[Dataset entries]
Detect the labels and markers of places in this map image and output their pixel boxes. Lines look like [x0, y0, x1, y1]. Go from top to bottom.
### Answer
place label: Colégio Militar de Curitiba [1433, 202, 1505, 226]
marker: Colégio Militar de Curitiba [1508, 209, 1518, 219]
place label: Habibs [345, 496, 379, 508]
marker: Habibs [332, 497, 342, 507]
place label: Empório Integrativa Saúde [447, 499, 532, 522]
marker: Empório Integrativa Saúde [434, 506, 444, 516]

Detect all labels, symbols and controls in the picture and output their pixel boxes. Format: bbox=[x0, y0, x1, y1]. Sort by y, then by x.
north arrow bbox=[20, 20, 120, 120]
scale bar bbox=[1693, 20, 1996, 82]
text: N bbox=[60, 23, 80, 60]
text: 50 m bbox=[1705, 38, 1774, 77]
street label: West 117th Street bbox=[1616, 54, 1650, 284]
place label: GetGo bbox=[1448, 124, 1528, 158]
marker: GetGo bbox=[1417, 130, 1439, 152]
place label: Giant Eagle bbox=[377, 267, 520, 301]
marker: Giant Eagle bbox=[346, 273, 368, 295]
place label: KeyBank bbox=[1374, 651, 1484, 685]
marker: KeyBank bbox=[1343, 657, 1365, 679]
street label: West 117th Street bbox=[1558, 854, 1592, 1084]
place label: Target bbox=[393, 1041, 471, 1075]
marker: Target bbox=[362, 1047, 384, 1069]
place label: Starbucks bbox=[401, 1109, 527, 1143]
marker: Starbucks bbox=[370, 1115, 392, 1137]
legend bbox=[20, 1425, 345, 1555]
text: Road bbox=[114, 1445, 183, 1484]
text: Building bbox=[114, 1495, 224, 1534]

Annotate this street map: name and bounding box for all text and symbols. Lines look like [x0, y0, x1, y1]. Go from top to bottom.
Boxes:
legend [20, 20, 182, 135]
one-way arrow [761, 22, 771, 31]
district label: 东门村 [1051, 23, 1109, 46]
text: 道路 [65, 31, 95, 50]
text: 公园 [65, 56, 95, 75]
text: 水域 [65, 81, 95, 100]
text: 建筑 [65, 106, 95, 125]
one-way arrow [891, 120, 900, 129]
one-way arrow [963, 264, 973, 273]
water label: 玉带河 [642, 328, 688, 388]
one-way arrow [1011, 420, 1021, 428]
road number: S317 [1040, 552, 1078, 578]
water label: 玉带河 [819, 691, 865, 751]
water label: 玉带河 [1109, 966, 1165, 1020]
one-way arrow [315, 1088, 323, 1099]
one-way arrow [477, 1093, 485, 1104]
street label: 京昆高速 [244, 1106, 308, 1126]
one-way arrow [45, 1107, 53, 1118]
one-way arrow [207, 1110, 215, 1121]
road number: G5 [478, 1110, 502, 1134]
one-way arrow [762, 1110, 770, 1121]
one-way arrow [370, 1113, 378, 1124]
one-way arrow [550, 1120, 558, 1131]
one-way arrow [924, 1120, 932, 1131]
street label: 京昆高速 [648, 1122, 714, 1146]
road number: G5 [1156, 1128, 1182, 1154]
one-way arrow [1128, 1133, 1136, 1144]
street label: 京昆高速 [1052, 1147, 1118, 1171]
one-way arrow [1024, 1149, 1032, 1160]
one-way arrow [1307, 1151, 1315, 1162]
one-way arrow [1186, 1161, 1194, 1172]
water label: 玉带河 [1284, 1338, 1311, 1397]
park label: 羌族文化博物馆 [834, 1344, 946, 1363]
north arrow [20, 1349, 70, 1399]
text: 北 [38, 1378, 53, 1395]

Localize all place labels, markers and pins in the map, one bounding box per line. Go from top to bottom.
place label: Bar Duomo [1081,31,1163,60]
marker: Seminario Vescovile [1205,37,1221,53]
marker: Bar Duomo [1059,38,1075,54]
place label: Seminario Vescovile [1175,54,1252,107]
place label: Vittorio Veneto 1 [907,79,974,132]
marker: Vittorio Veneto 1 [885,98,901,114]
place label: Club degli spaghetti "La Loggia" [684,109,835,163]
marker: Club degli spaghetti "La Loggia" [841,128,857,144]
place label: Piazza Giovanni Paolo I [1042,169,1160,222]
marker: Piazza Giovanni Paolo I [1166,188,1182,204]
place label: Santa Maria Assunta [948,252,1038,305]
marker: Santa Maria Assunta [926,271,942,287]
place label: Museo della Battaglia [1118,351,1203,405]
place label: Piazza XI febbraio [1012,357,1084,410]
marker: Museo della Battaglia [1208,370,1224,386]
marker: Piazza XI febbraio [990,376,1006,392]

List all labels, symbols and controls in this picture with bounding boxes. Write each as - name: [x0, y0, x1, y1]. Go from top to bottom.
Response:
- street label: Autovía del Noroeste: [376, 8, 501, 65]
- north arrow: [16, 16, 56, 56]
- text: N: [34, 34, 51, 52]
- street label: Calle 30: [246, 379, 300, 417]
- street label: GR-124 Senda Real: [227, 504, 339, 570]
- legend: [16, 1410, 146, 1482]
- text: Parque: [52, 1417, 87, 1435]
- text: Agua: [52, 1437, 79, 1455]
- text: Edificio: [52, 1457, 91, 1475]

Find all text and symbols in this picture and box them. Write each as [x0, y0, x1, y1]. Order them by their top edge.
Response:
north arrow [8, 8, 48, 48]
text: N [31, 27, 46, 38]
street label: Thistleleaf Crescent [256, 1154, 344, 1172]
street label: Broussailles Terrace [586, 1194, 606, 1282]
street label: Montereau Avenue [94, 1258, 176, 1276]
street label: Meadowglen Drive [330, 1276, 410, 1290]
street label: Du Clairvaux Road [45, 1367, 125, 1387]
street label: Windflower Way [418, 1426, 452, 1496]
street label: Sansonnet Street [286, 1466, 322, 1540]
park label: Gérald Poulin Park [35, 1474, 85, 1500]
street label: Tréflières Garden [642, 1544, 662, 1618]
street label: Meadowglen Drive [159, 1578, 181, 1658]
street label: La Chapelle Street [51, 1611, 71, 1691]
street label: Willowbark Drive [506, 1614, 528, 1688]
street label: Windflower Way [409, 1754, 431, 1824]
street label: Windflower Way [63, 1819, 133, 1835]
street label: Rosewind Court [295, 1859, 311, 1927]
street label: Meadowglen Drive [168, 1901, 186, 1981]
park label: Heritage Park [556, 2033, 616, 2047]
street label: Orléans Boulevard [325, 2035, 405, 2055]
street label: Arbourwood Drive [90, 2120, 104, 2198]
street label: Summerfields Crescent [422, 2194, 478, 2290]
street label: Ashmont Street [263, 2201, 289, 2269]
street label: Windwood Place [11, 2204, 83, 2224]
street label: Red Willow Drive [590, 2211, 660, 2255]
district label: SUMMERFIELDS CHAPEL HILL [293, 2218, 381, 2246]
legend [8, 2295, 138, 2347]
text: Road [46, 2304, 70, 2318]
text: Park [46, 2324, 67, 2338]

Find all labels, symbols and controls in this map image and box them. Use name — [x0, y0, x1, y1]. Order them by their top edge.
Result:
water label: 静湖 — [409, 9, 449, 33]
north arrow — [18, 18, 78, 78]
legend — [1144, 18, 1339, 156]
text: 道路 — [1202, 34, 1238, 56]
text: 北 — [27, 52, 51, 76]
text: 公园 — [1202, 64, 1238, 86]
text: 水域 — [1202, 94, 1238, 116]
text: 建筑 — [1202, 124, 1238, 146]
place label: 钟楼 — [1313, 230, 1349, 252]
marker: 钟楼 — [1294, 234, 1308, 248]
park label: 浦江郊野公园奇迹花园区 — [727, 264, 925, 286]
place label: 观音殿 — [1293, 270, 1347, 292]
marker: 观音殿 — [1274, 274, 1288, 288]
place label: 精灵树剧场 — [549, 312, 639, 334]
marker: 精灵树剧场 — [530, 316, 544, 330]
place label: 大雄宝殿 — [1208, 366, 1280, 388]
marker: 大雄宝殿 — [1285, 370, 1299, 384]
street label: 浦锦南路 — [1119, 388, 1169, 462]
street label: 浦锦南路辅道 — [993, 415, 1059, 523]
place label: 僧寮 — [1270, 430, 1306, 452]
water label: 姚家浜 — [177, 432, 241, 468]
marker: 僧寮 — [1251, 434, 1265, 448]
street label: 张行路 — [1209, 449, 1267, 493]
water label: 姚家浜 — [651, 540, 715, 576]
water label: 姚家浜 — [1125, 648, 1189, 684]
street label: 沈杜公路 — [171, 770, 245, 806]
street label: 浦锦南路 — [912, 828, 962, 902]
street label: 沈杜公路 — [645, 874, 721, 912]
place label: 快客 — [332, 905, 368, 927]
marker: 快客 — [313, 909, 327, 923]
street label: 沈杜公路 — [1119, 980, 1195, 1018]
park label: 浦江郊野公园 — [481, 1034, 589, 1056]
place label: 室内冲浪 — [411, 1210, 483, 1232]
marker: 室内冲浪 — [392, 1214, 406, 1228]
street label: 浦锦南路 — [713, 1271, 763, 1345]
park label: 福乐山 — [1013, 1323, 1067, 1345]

> **EXERCISE DESCRIPTION**:
What the answer needs is every line from the data above with "Maria" in it.

> **COMPLETED TASK**:
place label: Santa Maria Assunta [948,252,1038,305]
marker: Santa Maria Assunta [926,271,942,287]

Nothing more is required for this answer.